Basically, I'll approach this from a hypothetical standpoint. Discuss the issue in principle. For instance, I'm less concerned with what the law actually allows, but what it ought to allow.
1. I don't presume that Tim Cook is any kind of hero. I doubt he's really that high-minded. But he happens to be staking out the right position in this particular case, whatever his ulterior motives may be.
2. Not coincidentally, this case isn't about preventing a terrorist attack, but responding to a terrorist attack. The authorities have proven, time and again, that they won't protect us from terrorists. That's because, to prevent terrorist attacks, they'd have to profile Muslims, which is politically verboten.
Once you take profiling off the table, the alternatives are to turn a blind eye, wait for a terrorist to strike, or engage in dragnet surveillance.
3. Apropos (1), this is not a case of balancing liberty and security. Rather, we lose both. We're not trading liberty for security. For the authorities refuse to protect us. We've had a spate of jihadist attacks on American soil since Obama became president.

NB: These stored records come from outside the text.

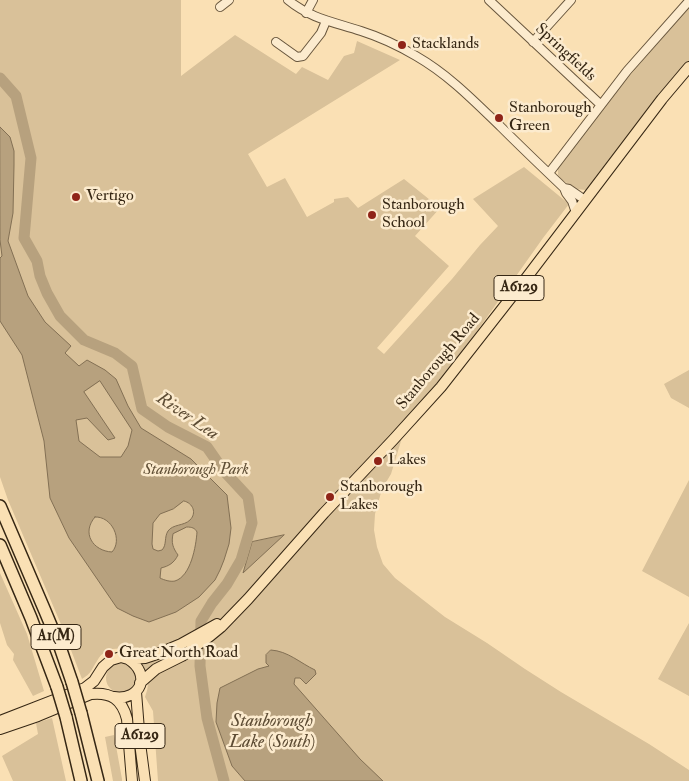 <!DOCTYPE html>
<html>
<head>
<meta charset="utf-8">
<style>
  body { margin:0 }
  canvas { display:block; background:#fae0b4 }
</style>
</head>
<body>
<canvas width="689" height="781"></canvas>
<script>
const ctx = document.querySelector('canvas').getContext('2d');
ctx.lineJoin = 'round';
function paint(path, color) {
  ctx.fillStyle = color;
  ctx.fill(path, 'evenodd');
}
function trace(path, color, width, dash) {
  ctx.strokeStyle = color;
  ctx.lineWidth = width;
  ctx.lineCap = dash ? 'butt' : 'round';
  ctx.setLineDash(dash || []);
  ctx.stroke(path);
}
function drawText(font, color, halo, rows, align = 'center') {
  ctx.font = font + ' "IM FELL Double Pica",serif';
  ctx.lineWidth = 5;
  ctx.setLineDash([]);
  ctx.textBaseline = 'middle';
  ctx.strokeStyle = halo;
  ctx.fillStyle = color;
  for (const [text, x, y, turn = 0] of rows) {
    ctx.save();
    ctx.translate(x, y);
    ctx.rotate((+turn || 0) * Math.PI / 180);
    ctx.textAlign = isNaN(turn) ? turn : align;
    if (halo) ctx.strokeText(text, 0, 0);
    ctx.fillText(text, 0, 0);
    ctx.restore();
  }
}
const green = new Path2D(`
  M0 0H181V76L235 35 296 74 302 67 328 80 344 56 354 53 357 41 400 60 248 154 267 187 285 178 307 217 334 202V199L348 197 358 208 404 179 440 208 415 236 449 266 377 348 384 354 452 279 480 245 498 226 473 199 524 167 569 204 543 238 441 382 408 418 391 474 382 489 375 514 374 530 377 547 383 564 395 578 445 617 487 643 525 669 561 692 649 744 689 770V781H158L153 711 145 697C153 677 144 666 132 650 119 647 104 647 97 661 91 670 92 673 82 679L63 629 8 500 0 477Z
  M689 7V63L586 190 576 189 561 179 558 175V167L602 108Z
  M689 370V408L671 398 664 384Z
  M689 480V597L642 571Z
  M0 573 27 634 44 691 33 696 13 660 14 654 7 645 0 623Z
  M689 623V696L658 679Z
  M106 678a15 15 0 1 1 30 0a15 15 0 1 1-30 0Z
  M52 718 66 781H13L2 756 38 734 36 723Z
  M114 735 122 779V781H113L105 737Z`);
const water = new Path2D(`
  M0 127 10 137 14 151V165L13 213 8 241 28 296 45 322 71 346 65 353 79 366 87 360 105 370 116 379 128 406 141 428 191 459 227 495 231 528 229 544 224 560 220 570 215 580 199 597 176 612 149 622 133 616 117 608 69 538 50 498 44 441 22 355 0 321V258L2 256 0 240ZM100 381 132 430 128 446 121 457H100L79 441 76 420 87 418 108 440 115 438 84 392ZM184 501C193 503 197 513 190 520 184 526 173 524 168 531 164 537 167 545 162 550L158 551 153 549 152 544 153 523 160 514 173 509ZM95 517C112 516 123 540 112 552 93 551 81 533 95 517ZM187 527C192 527 195 528 197 532 196 546 191 576 175 581 170 582 164 580 160 578L161 568C169 566 174 563 178 555 173 548 171 543 173 534Z
  M284 535 243 573 252 542Z
  M271 650C288 651 300 663 315 670L316 674 306 684 300 678H295L294 684 360 759 383 781H245L232 766 216 722 217 703 220 688 258 669 269 666 266 663V655Z`);
const river = new Path2D(`
  M0 78 16 96 31 158 24 238 37 261 40 276 47 293 60 316 84 340 115 353 132 366 142 409 168 427 207 447 223 470 248 497 252 523 241 560 227 584 212 603 201 621 200 666 207 718 224 781`);
const minor = new Path2D(`
  M288 0C311 19 334 22 361 31 380 37 399 46 416 56 449 75 474 101 501 127 522 148 543 168 564 188L569 189 585 200
  M489 0 601 105
  M220 7 229 0
  M306 13 313 0
  M276 42 297 57 303 56 321 33 326 21
  M533 42 571 0
  M549 173 627 71 689 1
  M564 188 566 193 572 201 576 213`);
const major = new Path2D(`
  M140 683 156 669 182 656 210 636 221 627 248 599 324 513 393 440 441 387 524 281 662 99 689 67
  M136 692 140 743 145 781
  M114 697C141 701 152 674 128 659
  M0 721 85 688 94 681 103 667 111 660 121 657 128 659 145 658 157 654 181 644 217 624
  M0 729 38 716 91 694C111 692 122 699 127 719L132 781`);
const highway = new Path2D(`
  M0 506 45 611 60 647 72 682
  M0 545 31 618 57 687
  M81 713 98 781
  M66 717 81 781`);
const highwayBridge = new Path2D(`
  M72 682 81 713
  M57 687 66 717`);
const markers = [
  [402,45,5,"#8f2418"],
  [499,118,5,"#8f2418"],
  [76,197,5,"#8f2418"],
  [372,215,5,"#8f2418"],
  [378,461,5,"#8f2418"],
  [330,497,5,"#8f2418"],
  [109,654,5,"#8f2418"]
];
const shields = [
  [519,288,50],
  [56,637,50],
  [140,736,50]
];
const shieldNames = [
  ["A6129",519,288],
  ["A1(M)",56,637],
  ["A6129",140,736]
];
const poiNames = [
  ["Stacklands",412,45],
  ["Stanborough",509,109],
  ["Green",509,127],
  ["Vertigo",86,197],
  ["Stanborough",382,206],
  ["School",382,224],
  ["Lakes",388,461],
  ["Stanborough",340,488],
  ["Lakes",340,506],
  ["Great North Road",119,654]
];
const streetNames = [
  ["Springfields",565,53,43],
  ["Stanborough Road",439,362,-50]
];
const parkNames = [
  ["Stanborough Park",196,471]
];
const waterNames = [
  ["River Lea",187,417,34],
  ["Stanborough",272,722],
  ["Lake (South)",272,743]
];
paint(green, '#d9c199');
paint(water, '#b7a17e');
trace(water, '#837054', 1);
trace(river, '#b7a17e', 11);
trace(minor, '#67553c', 10);
trace(major, '#362714', 12);
trace(highway, '#362714', 14);
trace(minor, '#fcebce', 8);
trace(major, '#fae0b4', 10);
trace(highway, '#fae0b4', 11);
trace(highwayBridge, '#362714', 14, []);
trace(highwayBridge, '#fae0b4', 11);
for (const [x, y, r, color] of markers) {
  const dot = new Path2D();
  dot.arc(x, y, r, 0, 2 * Math.PI);
  ctx.fillStyle = color;
  ctx.fill(dot);
  trace(dot, '#fcebce', 2);
}
for (const [x, y, w] of shields) {
  const box = new Path2D();
  box.roundRect(x - w / 2, y - 12.5, w, 25, 4);
  ctx.fillStyle = '#fcebce';
  ctx.fill(box);
  trace(box, '#362714', 1);
}
drawText('bold 15px', '#362714', null, shieldNames);
drawText('16px', '#362714', '#fcebce', poiNames, 'left');
drawText('16px', '#362714', '#fcebce', streetNames);
drawText('italic 16px', '#5f4e35', '#fcebce', parkNames);
drawText('italic 18px', '#5d4c34', '#fcebce', waterNames);
</script>
</body>
</html>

Every terrorist attack gives the gov't a pretext to eavesdrop on Americans in general. You end up with a police state. That doesn't make the general public safer. It creates a corrupt, law-enforcement culture that's unaccountable to the public. It turns law enforcement into an occupation force.

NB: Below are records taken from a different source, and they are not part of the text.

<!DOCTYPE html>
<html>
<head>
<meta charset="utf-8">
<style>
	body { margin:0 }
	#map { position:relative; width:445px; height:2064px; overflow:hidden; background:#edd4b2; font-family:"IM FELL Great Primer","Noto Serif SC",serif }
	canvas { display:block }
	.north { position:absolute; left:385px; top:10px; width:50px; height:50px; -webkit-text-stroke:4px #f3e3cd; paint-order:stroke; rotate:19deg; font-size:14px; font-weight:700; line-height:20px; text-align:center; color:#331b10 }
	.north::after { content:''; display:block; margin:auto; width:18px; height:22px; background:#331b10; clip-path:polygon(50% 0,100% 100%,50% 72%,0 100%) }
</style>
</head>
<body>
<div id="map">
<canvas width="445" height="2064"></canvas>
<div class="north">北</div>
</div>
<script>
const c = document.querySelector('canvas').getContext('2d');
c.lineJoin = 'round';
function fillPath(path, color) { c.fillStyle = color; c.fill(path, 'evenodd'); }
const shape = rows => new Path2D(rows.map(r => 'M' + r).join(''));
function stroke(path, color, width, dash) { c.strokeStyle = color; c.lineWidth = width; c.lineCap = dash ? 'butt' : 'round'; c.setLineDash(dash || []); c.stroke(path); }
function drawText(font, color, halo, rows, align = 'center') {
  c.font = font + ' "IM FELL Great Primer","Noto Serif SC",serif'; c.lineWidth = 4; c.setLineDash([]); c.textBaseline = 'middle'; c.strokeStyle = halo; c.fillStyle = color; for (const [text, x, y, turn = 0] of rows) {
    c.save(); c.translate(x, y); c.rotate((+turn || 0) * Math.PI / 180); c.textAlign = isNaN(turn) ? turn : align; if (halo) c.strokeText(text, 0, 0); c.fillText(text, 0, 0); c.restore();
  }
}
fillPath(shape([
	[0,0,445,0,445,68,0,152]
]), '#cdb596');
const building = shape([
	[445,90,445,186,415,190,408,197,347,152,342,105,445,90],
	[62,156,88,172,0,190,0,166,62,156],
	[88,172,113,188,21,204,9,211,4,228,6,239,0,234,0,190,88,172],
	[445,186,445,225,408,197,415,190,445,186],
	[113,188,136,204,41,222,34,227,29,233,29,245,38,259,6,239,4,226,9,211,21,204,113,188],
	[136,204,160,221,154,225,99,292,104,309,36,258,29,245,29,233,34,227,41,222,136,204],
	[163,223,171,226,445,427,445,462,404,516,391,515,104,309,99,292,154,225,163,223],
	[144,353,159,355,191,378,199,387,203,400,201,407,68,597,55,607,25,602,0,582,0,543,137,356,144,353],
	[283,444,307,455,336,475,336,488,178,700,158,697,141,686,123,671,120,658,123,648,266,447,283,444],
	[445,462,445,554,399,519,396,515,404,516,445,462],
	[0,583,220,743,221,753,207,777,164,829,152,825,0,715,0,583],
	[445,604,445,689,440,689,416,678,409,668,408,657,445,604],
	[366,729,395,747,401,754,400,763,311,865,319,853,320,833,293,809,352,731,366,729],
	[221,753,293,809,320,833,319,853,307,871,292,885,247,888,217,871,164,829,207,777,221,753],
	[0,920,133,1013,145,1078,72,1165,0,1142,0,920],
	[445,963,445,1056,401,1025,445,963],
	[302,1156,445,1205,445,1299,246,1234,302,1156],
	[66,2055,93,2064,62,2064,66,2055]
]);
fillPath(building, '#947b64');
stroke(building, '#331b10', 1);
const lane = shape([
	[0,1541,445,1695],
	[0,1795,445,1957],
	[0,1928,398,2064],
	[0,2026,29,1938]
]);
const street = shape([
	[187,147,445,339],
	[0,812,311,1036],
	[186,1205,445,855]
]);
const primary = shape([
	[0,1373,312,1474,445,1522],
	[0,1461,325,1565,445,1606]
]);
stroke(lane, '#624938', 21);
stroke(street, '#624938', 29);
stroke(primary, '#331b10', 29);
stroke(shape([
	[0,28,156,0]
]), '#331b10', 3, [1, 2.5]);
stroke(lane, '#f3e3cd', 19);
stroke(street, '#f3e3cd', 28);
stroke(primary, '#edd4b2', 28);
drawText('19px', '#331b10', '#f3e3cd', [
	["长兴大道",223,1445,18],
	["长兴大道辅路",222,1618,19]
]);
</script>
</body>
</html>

4. Regarding the security issue, from what I've read, the FBI is, in effect, demanding that Apple make a master key to open a particular safe. Problem is, that key can then be used to open any safe of the same make or model.
This is the same gov't with a rogue NSA. The same gov't that won't even defend its own database from Chinese hackers. And Apple is supposed to create a backdoor for that gov't?
5. Regarding the legal aspects, consider the very stretchy definition of a search warrant.
i) Isn't a search warrant judicial authorization to examine a person or place to discover contraband, stolen property, incriminating evidence, &c.?
But the phone in question isn't Apple's property. It's not in Apple's possession. It's not on Apple premises. Rather, it belonged to the gov't agency that issued the phone to the decedent.
ii) Does the gov't have the right to order Apple to design custom software to hack this model phone? Since when does the gov't have the right to order a company to make a particular product? Ordering a company to produce custom software is hardly equivalent to a search warrant.
iii) Isn't hacking illegal? Isn't the gov't ordering Apple to break the law? Or facilitating a crime. Even if US law contains exemptions for criminal investigators, surely there are international laws against hacking. How would international law exempt American criminal investigators?